RECORDS FOR THIS TASK section start
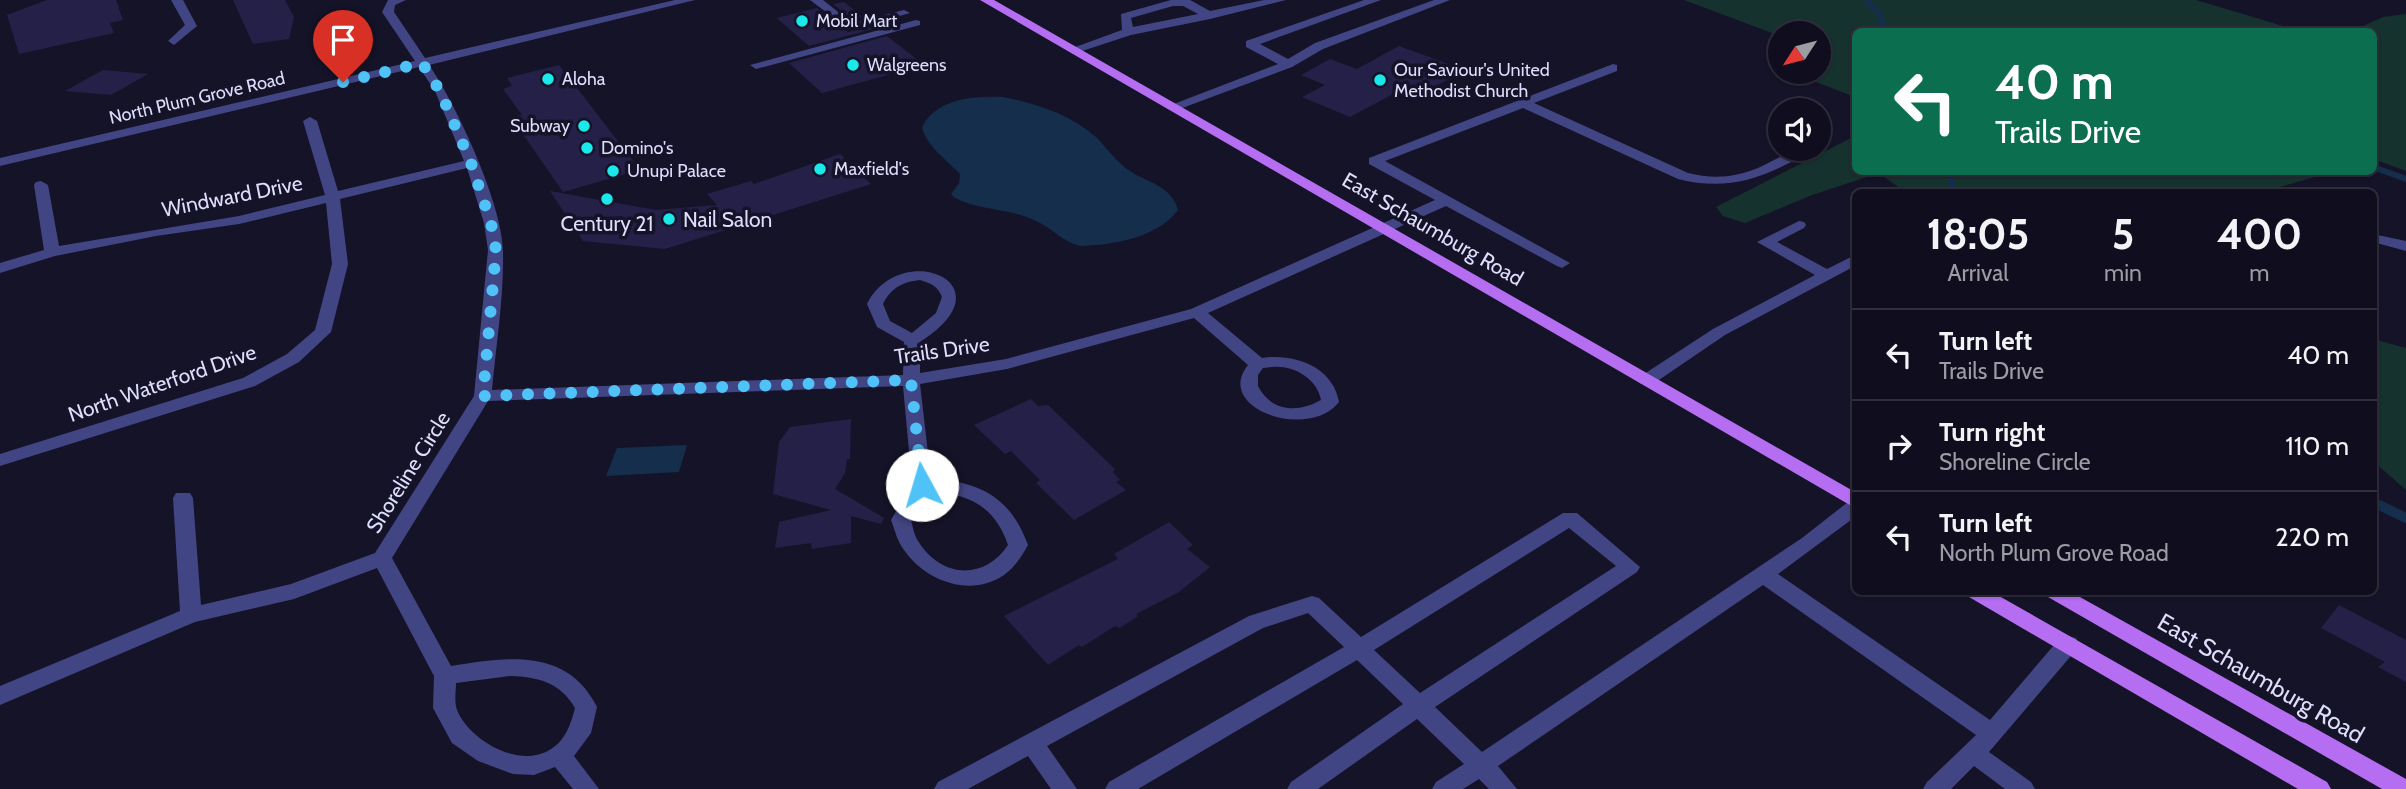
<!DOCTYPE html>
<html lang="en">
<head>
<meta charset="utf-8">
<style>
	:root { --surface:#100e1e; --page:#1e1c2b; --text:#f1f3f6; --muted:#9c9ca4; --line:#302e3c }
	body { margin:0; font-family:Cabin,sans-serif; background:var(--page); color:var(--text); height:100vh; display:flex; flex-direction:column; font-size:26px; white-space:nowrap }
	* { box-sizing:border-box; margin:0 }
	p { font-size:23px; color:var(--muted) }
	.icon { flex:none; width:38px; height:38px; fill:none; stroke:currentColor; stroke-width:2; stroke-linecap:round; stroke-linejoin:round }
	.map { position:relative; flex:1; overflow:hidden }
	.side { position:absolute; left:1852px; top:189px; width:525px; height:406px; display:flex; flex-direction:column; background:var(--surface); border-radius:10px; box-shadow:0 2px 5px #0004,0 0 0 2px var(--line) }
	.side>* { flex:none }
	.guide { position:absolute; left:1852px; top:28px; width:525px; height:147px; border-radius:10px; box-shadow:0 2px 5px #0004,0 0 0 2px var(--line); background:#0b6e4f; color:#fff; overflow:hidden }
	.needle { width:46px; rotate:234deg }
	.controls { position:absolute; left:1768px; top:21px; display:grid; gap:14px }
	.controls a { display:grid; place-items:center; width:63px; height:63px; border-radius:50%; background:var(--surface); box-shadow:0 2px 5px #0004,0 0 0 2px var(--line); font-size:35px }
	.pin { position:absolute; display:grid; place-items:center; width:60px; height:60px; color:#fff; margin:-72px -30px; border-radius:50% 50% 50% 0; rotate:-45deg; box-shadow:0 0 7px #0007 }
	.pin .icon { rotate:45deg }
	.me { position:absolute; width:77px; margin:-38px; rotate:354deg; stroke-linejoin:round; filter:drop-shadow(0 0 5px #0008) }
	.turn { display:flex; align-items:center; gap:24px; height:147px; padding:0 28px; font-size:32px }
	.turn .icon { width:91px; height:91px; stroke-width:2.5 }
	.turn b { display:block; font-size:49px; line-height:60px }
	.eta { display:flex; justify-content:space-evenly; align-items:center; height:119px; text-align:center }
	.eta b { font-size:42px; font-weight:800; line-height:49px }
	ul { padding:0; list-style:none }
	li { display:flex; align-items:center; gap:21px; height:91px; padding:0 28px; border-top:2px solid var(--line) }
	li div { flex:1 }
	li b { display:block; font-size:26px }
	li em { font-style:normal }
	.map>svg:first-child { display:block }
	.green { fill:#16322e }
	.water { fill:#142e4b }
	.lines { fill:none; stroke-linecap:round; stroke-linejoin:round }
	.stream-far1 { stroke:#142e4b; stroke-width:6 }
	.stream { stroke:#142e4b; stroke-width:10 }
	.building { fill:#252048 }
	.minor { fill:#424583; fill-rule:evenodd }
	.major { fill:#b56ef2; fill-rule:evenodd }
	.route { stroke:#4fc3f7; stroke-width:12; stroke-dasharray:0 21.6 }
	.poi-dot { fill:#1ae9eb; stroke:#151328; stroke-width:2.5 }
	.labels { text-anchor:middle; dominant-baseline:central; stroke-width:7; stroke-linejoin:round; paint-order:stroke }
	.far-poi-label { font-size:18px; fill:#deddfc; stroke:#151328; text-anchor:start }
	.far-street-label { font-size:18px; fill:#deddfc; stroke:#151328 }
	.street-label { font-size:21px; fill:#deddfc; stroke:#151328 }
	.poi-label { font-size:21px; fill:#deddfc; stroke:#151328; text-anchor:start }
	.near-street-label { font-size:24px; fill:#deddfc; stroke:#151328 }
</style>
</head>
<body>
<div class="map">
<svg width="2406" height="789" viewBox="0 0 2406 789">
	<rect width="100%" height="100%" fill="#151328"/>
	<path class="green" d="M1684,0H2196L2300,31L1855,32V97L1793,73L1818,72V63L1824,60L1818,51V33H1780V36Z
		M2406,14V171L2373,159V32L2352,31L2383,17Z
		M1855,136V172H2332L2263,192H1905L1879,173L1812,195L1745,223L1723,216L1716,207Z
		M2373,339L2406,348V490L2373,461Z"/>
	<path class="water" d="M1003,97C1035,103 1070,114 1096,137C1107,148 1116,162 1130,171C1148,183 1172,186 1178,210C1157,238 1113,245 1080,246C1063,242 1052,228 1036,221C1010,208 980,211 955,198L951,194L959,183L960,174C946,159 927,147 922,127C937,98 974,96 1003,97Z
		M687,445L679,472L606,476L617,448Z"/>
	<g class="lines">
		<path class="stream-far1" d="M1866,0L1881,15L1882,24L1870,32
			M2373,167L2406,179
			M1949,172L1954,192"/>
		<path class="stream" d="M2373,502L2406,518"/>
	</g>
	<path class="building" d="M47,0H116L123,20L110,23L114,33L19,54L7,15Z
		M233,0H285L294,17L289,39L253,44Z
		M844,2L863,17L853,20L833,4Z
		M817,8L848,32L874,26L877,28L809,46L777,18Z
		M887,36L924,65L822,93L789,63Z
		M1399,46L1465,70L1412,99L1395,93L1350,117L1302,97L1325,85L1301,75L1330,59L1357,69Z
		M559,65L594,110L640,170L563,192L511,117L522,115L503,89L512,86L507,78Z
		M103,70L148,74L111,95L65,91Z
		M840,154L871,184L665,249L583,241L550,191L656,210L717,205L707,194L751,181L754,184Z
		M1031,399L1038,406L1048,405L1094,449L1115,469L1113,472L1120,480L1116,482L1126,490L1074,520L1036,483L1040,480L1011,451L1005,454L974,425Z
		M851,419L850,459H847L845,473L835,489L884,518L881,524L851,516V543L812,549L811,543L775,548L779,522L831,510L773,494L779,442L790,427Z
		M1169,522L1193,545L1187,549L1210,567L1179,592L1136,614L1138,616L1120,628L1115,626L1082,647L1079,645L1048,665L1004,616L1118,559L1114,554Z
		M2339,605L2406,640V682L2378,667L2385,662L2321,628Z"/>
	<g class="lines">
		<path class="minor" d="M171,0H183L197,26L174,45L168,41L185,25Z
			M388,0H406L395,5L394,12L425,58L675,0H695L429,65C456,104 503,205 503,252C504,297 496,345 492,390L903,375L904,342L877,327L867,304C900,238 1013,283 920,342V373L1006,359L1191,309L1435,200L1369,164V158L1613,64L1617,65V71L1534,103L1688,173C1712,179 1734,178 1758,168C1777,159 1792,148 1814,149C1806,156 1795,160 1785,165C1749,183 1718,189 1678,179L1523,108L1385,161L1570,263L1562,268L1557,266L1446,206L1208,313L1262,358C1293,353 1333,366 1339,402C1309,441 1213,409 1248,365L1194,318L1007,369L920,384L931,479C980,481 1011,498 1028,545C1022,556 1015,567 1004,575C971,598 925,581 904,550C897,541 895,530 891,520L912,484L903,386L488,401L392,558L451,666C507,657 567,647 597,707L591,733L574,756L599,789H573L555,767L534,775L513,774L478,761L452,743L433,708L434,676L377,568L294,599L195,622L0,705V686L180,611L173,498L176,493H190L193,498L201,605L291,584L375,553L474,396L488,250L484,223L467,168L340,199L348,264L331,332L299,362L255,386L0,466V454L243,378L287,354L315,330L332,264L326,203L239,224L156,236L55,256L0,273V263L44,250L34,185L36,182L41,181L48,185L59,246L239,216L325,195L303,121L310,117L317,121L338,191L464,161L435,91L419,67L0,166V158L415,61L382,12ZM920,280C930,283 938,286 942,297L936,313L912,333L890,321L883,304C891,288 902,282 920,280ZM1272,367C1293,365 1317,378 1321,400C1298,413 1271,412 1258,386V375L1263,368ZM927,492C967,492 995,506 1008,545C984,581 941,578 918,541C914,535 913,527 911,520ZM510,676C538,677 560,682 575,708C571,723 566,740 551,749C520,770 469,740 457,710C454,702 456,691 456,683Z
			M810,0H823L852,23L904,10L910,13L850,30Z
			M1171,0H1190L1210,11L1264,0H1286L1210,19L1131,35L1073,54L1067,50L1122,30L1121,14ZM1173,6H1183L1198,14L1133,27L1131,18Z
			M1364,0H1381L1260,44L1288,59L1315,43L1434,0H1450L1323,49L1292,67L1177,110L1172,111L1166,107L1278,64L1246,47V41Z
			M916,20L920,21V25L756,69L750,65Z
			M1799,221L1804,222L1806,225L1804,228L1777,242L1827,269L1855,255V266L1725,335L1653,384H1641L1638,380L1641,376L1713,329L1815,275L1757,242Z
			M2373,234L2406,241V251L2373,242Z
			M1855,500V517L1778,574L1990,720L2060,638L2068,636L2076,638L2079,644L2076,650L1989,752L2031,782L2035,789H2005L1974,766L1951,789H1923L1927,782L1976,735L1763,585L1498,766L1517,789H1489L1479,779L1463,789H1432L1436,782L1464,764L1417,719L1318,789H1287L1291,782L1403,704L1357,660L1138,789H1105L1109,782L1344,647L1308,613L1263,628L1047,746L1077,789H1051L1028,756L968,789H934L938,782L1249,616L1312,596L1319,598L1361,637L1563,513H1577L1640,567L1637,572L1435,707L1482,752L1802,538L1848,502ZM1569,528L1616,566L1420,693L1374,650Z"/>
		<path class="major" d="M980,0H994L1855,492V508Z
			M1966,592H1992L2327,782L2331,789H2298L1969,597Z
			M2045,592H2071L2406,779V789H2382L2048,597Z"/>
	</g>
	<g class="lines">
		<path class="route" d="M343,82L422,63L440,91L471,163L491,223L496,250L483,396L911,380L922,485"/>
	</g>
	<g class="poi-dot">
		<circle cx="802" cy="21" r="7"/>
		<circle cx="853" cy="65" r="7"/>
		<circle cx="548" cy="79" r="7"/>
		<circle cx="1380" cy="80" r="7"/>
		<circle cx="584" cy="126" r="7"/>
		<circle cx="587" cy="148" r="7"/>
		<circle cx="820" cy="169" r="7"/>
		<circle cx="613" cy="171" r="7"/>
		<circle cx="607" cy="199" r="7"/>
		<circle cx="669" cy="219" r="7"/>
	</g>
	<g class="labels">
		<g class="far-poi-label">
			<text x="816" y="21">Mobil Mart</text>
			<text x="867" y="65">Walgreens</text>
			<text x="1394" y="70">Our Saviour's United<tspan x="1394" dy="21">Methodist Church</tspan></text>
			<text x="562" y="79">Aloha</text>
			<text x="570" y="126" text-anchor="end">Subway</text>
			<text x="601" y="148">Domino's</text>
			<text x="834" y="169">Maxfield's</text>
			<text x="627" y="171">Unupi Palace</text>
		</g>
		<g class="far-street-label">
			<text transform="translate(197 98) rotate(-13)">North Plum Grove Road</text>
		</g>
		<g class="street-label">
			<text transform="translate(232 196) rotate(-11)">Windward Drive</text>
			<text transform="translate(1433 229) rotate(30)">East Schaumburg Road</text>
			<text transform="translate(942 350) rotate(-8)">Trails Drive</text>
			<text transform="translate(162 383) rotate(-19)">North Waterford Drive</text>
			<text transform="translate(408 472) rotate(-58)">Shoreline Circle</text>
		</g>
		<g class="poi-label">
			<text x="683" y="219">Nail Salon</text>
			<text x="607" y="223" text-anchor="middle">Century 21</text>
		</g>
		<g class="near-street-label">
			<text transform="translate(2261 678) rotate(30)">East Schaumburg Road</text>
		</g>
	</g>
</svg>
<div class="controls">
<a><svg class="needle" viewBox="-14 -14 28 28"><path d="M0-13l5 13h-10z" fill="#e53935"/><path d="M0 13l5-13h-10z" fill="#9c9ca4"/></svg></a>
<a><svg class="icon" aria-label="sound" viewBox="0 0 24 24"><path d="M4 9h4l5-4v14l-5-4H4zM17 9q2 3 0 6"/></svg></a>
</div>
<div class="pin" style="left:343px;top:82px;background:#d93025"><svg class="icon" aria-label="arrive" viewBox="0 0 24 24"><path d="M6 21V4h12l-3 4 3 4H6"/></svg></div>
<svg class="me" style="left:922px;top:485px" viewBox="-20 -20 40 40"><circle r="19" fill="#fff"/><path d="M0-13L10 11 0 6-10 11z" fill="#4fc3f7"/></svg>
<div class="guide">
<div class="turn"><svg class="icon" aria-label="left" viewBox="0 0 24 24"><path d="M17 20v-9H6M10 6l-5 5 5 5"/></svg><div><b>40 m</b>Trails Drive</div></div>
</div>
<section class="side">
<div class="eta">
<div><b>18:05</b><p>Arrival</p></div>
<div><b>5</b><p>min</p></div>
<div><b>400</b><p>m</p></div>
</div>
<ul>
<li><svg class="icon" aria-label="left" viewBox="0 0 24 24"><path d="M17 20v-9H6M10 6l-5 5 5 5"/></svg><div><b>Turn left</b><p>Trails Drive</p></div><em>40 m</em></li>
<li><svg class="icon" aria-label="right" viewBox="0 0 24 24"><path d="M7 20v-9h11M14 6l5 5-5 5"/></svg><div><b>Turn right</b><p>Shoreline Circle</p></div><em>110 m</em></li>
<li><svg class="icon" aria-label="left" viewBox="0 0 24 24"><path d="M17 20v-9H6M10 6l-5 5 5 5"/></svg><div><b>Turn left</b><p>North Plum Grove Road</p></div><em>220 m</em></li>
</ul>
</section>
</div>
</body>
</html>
RECORDS FOR THIS TASK section end
### WHAT THE TASK ASKS
Take the listing above and repeat exactly the lines from the one containing "fill:none; stroke-linecap:round; stroke-linejoin:round" through the one containing "M2406,14V171L2373,159V32L2352,31L2383,17Z", both included.

### EXPECTED ANSWER
	.lines { fill:none; stroke-linecap:round; stroke-linejoin:round }
	.stream-far1 { stroke:#142e4b; stroke-width:6 }
	.stream { stroke:#142e4b; stroke-width:10 }
	.building { fill:#252048 }
	.minor { fill:#424583; fill-rule:evenodd }
	.major { fill:#b56ef2; fill-rule:evenodd }
	.route { stroke:#4fc3f7; stroke-width:12; stroke-dasharray:0 21.6 }
	.poi-dot { fill:#1ae9eb; stroke:#151328; stroke-width:2.5 }
	.labels { text-anchor:middle; dominant-baseline:central; stroke-width:7; stroke-linejoin:round; paint-order:stroke }
	.far-poi-label { font-size:18px; fill:#deddfc; stroke:#151328; text-anchor:start }
	.far-street-label { font-size:18px; fill:#deddfc; stroke:#151328 }
	.street-label { font-size:21px; fill:#deddfc; stroke:#151328 }
	.poi-label { font-size:21px; fill:#deddfc; stroke:#151328; text-anchor:start }
	.near-street-label { font-size:24px; fill:#deddfc; stroke:#151328 }
</style>
</head>
<body>
<div class="map">
<svg width="2406" height="789" viewBox="0 0 2406 789">
	<rect width="100%" height="100%" fill="#151328"/>
	<path class="green" d="M1684,0H2196L2300,31L1855,32V97L1793,73L1818,72V63L1824,60L1818,51V33H1780V36Z
		M2406,14V171L2373,159V32L2352,31L2383,17Z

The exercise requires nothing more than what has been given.